** EXERCISE BRIEF **
Go through the records line by line. Report how many lines contain "halo", with nothing else.

Collected data
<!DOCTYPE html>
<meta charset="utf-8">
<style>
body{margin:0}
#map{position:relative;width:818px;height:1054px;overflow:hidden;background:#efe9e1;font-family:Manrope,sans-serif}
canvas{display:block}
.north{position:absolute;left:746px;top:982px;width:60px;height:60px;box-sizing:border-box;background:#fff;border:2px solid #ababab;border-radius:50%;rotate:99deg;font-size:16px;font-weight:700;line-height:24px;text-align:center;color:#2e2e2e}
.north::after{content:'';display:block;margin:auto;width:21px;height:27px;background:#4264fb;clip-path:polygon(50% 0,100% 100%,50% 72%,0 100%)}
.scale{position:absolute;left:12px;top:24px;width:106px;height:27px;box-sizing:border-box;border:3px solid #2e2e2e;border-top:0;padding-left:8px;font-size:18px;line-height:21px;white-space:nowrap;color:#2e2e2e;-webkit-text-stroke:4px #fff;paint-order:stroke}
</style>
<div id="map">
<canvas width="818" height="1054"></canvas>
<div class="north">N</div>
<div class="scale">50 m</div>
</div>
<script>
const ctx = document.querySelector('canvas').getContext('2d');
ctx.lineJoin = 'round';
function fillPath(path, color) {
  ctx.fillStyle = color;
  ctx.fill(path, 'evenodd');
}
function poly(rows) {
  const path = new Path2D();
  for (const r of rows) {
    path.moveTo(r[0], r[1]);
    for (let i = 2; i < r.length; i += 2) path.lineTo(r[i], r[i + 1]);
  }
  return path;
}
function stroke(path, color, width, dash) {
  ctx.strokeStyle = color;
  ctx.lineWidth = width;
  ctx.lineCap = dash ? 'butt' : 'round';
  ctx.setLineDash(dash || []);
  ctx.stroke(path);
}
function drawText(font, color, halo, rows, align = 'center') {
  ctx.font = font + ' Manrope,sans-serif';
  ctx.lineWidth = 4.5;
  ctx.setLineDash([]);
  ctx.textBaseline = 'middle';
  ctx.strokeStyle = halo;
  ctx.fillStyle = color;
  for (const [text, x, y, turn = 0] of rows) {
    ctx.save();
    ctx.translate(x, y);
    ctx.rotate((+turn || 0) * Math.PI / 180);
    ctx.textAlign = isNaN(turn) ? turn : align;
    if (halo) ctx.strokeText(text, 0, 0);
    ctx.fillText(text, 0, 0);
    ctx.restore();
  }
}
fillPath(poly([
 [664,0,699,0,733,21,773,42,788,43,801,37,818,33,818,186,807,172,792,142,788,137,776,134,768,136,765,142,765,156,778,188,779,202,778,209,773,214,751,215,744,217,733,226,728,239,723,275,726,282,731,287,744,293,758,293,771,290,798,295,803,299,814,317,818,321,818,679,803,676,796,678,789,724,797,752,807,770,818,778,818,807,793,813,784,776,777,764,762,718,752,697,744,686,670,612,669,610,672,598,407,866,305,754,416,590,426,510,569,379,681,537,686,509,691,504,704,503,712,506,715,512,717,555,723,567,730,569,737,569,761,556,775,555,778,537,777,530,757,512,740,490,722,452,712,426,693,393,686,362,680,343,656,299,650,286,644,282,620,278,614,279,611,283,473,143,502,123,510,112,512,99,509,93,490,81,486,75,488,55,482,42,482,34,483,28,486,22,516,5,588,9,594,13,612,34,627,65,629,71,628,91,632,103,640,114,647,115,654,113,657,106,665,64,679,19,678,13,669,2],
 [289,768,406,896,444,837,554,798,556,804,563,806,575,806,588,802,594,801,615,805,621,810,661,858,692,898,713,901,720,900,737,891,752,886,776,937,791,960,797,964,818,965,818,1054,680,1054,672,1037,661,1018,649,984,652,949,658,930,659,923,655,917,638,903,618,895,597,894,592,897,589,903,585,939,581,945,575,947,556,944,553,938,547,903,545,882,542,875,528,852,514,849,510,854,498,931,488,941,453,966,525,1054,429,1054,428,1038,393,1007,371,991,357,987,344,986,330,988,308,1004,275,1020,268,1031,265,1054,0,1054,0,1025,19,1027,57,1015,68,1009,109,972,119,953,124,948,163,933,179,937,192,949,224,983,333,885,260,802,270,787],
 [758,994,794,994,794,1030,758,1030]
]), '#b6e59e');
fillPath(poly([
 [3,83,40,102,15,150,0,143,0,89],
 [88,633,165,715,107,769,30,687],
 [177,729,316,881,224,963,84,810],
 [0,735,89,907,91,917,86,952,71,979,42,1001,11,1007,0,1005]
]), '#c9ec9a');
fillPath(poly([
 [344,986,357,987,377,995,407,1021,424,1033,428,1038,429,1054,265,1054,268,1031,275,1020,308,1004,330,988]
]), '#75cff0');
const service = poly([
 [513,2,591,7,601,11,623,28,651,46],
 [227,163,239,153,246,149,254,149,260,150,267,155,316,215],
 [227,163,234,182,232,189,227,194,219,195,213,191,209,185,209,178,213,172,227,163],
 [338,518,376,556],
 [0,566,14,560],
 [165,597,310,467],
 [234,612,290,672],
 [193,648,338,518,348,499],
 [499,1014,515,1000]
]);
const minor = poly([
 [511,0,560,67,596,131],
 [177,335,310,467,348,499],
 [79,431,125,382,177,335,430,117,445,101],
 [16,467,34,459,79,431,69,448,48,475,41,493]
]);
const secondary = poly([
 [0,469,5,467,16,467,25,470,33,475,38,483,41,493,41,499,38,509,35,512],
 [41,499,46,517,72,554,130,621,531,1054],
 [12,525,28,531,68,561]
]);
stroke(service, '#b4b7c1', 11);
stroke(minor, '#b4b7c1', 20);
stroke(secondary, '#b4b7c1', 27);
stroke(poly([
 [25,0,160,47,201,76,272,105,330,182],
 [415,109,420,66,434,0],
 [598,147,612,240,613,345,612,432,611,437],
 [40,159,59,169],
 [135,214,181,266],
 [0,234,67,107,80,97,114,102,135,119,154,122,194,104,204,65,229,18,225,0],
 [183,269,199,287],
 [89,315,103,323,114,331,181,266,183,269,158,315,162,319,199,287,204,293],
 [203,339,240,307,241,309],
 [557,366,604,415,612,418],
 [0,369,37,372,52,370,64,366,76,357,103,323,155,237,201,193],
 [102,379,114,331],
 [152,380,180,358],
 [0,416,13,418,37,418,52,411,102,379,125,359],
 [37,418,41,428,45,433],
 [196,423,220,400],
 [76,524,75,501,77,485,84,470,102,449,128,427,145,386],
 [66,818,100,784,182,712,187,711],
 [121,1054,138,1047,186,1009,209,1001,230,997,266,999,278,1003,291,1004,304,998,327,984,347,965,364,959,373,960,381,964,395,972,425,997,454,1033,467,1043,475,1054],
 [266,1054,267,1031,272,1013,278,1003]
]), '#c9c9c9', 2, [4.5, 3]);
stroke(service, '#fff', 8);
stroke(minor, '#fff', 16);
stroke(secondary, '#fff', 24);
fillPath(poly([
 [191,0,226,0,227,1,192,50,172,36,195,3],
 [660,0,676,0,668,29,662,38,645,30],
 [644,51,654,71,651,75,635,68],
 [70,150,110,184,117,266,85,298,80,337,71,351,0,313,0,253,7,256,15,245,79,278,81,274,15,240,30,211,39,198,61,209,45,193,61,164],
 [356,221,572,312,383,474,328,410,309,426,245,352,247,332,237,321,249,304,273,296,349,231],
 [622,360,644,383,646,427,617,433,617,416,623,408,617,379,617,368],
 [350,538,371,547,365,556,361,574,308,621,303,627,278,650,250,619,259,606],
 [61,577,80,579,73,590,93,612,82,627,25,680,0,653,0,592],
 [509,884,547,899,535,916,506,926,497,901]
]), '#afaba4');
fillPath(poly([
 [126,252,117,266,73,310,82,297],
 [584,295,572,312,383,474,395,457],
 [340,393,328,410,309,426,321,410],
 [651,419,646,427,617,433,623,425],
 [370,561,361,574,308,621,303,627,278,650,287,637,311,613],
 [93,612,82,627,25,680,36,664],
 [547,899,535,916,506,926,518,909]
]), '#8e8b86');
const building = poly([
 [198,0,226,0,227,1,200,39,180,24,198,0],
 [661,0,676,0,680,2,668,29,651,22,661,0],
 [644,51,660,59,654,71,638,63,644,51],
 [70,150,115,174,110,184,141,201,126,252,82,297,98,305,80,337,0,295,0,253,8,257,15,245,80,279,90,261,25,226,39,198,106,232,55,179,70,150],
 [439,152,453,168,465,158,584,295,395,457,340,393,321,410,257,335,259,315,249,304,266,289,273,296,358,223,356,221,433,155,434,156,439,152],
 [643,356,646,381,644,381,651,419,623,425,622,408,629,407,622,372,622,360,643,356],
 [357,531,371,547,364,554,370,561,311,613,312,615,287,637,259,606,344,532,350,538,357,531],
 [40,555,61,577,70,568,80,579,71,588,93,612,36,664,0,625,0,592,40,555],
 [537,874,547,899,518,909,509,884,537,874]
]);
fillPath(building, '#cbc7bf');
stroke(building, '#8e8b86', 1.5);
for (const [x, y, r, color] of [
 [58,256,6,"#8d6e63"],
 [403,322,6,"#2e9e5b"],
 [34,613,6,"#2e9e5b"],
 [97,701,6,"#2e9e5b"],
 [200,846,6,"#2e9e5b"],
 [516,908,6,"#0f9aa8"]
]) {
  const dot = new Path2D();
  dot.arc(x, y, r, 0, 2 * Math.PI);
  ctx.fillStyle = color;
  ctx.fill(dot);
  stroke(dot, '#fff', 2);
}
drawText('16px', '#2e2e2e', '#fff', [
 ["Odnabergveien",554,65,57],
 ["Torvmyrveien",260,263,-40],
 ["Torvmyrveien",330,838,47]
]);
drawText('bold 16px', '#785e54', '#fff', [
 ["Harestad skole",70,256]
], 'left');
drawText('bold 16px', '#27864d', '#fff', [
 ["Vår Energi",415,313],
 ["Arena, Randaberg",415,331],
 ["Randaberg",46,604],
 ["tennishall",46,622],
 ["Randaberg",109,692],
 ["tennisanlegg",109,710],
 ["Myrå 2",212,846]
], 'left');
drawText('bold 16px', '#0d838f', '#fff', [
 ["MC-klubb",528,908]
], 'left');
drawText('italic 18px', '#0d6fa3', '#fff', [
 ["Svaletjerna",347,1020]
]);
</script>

** REPLY TO THE TASK **
3